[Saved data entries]
■ ■ ■ ■
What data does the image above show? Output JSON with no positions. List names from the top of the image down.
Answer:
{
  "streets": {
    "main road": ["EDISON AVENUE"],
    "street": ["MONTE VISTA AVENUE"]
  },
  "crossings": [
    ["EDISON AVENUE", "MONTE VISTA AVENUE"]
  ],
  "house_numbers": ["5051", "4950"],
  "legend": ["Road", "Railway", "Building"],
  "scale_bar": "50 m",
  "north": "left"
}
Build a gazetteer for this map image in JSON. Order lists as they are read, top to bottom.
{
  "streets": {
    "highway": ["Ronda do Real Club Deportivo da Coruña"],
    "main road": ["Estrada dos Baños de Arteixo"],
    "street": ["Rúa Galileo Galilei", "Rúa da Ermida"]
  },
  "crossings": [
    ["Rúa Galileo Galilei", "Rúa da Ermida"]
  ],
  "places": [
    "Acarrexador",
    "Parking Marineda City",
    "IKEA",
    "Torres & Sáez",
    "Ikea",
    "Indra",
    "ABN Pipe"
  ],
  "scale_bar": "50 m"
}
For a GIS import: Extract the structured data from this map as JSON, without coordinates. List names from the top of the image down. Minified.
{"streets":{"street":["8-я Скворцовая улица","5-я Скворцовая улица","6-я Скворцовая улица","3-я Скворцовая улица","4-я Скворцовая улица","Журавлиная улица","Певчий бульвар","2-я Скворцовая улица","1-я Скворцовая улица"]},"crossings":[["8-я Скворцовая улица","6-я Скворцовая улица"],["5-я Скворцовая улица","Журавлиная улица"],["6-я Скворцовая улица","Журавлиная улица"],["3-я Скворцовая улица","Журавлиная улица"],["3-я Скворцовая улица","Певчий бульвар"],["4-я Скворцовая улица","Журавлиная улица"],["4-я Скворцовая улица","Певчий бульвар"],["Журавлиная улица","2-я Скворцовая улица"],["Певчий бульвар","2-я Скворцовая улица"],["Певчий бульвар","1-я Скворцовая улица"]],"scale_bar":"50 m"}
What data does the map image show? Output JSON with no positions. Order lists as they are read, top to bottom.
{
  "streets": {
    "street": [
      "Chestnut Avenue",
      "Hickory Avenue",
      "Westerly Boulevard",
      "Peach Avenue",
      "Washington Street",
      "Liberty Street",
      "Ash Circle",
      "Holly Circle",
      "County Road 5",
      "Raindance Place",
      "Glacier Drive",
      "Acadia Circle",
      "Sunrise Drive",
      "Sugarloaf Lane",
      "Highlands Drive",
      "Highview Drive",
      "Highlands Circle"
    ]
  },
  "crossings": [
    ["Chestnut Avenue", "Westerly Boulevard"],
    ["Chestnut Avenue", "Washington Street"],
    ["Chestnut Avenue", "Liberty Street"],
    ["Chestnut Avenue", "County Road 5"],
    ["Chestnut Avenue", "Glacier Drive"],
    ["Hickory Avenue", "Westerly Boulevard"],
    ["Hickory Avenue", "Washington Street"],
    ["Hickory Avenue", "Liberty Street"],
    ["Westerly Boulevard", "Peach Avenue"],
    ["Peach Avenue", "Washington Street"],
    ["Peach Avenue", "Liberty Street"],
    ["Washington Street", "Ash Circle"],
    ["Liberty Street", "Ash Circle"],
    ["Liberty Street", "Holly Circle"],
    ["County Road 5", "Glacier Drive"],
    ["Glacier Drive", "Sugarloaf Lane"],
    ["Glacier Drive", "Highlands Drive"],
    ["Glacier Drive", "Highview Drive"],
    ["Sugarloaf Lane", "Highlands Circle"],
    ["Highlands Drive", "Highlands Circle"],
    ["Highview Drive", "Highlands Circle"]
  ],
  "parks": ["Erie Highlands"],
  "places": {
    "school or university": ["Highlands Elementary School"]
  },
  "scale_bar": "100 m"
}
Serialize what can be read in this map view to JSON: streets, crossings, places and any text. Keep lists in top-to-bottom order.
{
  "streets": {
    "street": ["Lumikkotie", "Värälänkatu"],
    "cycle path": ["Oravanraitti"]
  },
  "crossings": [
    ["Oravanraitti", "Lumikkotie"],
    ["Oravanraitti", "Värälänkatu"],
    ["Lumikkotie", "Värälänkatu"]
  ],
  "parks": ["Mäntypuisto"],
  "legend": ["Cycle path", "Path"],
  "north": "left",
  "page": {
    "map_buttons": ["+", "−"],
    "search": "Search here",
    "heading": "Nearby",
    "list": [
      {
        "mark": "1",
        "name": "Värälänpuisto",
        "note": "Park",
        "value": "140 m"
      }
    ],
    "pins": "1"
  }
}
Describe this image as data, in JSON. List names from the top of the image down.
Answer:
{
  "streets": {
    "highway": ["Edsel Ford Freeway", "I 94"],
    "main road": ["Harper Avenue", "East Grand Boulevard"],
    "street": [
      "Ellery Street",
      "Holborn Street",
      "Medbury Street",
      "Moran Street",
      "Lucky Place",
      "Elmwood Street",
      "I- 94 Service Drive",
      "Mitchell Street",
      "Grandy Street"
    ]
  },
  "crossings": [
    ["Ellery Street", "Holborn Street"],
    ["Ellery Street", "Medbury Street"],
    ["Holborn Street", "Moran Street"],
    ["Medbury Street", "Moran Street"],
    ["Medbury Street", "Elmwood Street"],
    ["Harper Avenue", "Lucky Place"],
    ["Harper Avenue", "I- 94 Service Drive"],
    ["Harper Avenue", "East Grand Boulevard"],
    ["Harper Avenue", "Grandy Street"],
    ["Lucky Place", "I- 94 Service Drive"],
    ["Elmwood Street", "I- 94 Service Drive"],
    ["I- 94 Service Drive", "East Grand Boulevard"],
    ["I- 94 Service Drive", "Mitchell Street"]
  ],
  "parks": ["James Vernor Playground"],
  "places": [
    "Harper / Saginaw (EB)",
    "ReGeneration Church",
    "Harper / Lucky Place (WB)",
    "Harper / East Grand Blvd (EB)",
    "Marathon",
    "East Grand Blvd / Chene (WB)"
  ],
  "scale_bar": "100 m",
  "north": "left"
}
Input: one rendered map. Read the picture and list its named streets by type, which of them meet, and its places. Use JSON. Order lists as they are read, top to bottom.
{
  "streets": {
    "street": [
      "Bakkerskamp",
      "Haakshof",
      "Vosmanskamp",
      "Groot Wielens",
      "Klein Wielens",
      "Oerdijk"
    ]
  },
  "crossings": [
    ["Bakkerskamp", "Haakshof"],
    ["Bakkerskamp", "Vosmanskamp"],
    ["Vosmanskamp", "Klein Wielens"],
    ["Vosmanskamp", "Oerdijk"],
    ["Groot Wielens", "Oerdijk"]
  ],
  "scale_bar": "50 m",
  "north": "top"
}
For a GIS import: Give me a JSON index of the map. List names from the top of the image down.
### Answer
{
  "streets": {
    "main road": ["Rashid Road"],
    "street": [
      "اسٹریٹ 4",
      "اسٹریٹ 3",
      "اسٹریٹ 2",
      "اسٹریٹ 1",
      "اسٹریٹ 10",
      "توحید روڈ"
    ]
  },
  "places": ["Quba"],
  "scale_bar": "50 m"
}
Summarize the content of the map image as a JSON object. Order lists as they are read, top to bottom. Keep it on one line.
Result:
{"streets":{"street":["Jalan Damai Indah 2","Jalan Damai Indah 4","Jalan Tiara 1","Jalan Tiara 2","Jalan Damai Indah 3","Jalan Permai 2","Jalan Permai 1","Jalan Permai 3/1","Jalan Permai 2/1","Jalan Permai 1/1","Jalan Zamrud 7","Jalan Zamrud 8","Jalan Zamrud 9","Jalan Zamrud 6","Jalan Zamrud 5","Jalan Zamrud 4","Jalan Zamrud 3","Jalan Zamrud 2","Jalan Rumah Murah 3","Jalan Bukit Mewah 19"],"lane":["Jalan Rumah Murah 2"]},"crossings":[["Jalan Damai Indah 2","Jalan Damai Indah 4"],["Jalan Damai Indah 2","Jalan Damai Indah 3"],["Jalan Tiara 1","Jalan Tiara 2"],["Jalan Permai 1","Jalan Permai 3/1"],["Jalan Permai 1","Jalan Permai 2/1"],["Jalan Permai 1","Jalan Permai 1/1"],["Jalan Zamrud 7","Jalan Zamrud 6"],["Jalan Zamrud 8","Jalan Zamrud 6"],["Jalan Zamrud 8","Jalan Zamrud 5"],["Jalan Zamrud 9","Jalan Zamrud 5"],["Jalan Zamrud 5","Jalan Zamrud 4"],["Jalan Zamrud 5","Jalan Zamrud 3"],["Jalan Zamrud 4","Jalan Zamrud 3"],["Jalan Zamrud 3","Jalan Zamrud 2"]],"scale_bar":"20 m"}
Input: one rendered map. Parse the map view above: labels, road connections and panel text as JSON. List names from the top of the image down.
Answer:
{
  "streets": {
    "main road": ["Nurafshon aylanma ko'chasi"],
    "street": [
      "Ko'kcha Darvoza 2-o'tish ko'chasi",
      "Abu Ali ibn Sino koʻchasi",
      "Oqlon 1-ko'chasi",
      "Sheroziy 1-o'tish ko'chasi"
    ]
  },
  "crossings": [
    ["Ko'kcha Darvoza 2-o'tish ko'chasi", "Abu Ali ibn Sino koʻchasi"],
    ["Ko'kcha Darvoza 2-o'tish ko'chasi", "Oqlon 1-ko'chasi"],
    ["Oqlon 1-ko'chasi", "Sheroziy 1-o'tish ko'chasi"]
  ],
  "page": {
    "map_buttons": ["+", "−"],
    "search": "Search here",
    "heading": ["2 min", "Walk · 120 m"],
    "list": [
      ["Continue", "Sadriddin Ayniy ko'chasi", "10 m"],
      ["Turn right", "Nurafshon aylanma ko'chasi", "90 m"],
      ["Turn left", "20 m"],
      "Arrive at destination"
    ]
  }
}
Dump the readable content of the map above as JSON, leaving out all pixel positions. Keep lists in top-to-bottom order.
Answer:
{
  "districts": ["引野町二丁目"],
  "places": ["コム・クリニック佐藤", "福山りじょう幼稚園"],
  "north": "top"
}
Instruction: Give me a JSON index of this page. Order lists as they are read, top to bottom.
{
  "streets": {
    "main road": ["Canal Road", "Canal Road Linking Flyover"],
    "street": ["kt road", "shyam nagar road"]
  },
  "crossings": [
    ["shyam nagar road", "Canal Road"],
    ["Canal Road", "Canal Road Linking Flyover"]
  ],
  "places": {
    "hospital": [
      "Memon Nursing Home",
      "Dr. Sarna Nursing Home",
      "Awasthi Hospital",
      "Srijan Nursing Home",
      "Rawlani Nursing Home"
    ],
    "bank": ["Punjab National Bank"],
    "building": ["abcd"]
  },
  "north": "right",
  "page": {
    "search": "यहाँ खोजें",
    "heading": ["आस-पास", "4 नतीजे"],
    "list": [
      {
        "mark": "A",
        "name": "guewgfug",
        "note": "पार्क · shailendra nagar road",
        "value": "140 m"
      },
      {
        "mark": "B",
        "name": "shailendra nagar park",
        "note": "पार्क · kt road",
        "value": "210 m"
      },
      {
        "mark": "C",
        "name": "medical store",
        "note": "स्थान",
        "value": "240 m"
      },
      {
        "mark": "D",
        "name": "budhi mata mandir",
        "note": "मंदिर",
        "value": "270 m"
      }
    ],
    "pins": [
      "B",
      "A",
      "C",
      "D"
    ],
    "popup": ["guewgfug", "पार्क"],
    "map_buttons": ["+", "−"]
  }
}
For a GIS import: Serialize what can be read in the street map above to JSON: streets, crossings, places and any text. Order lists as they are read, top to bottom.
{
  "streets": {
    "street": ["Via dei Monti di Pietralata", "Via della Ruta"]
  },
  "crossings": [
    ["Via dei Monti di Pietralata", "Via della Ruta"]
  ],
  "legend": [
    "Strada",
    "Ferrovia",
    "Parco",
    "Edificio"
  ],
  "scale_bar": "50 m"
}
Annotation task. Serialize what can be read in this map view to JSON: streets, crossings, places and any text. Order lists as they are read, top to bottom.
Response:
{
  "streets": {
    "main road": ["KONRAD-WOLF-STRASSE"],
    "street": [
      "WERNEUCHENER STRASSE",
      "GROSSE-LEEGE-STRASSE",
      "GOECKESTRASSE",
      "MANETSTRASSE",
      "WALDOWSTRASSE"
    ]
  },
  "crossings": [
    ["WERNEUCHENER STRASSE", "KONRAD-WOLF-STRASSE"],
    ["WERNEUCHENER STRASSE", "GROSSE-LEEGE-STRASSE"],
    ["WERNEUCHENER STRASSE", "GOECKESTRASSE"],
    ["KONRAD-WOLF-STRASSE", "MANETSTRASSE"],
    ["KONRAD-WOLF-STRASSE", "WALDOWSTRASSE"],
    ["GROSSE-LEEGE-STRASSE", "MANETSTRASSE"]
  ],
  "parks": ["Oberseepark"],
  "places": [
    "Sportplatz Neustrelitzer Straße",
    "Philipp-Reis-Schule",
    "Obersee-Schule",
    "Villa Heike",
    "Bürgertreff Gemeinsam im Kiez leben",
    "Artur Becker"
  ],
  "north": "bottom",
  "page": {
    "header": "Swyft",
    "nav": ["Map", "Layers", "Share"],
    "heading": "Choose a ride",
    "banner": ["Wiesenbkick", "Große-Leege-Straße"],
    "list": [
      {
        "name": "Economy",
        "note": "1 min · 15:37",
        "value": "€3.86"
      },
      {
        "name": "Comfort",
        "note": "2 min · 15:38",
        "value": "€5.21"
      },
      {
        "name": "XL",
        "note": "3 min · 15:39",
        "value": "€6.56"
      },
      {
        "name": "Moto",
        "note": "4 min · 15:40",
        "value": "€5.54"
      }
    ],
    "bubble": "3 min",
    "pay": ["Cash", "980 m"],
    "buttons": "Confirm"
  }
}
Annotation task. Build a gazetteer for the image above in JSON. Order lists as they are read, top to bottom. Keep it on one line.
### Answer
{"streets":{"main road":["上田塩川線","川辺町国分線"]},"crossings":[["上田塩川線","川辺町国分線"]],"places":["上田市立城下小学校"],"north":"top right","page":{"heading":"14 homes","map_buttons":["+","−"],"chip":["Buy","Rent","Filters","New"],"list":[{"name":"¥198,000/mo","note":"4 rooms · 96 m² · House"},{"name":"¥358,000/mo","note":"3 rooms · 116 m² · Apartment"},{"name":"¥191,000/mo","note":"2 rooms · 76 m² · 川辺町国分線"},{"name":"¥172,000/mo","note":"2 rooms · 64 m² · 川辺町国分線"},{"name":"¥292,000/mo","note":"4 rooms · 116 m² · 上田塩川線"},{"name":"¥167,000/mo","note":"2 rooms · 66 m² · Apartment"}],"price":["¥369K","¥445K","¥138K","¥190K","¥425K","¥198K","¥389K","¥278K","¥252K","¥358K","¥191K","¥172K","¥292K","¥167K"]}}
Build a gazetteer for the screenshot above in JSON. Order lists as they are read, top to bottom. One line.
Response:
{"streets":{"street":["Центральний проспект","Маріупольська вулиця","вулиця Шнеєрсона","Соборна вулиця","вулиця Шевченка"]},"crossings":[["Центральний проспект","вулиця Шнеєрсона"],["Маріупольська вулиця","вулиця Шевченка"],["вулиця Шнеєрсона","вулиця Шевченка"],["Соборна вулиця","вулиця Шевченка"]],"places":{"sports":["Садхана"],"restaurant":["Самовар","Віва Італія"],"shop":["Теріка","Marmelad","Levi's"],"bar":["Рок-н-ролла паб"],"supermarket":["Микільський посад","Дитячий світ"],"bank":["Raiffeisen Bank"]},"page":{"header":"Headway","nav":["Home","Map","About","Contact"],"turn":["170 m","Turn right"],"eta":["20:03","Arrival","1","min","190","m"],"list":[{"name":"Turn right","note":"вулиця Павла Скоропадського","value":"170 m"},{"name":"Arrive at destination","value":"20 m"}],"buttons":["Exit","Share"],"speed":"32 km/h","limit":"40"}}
■ ■ ■ ■
### ACTIVITY
If a line of the data contains the word "left", it should be counted; state the total and nothing more.

### OUTPUT FOR THIS EXERCISE
4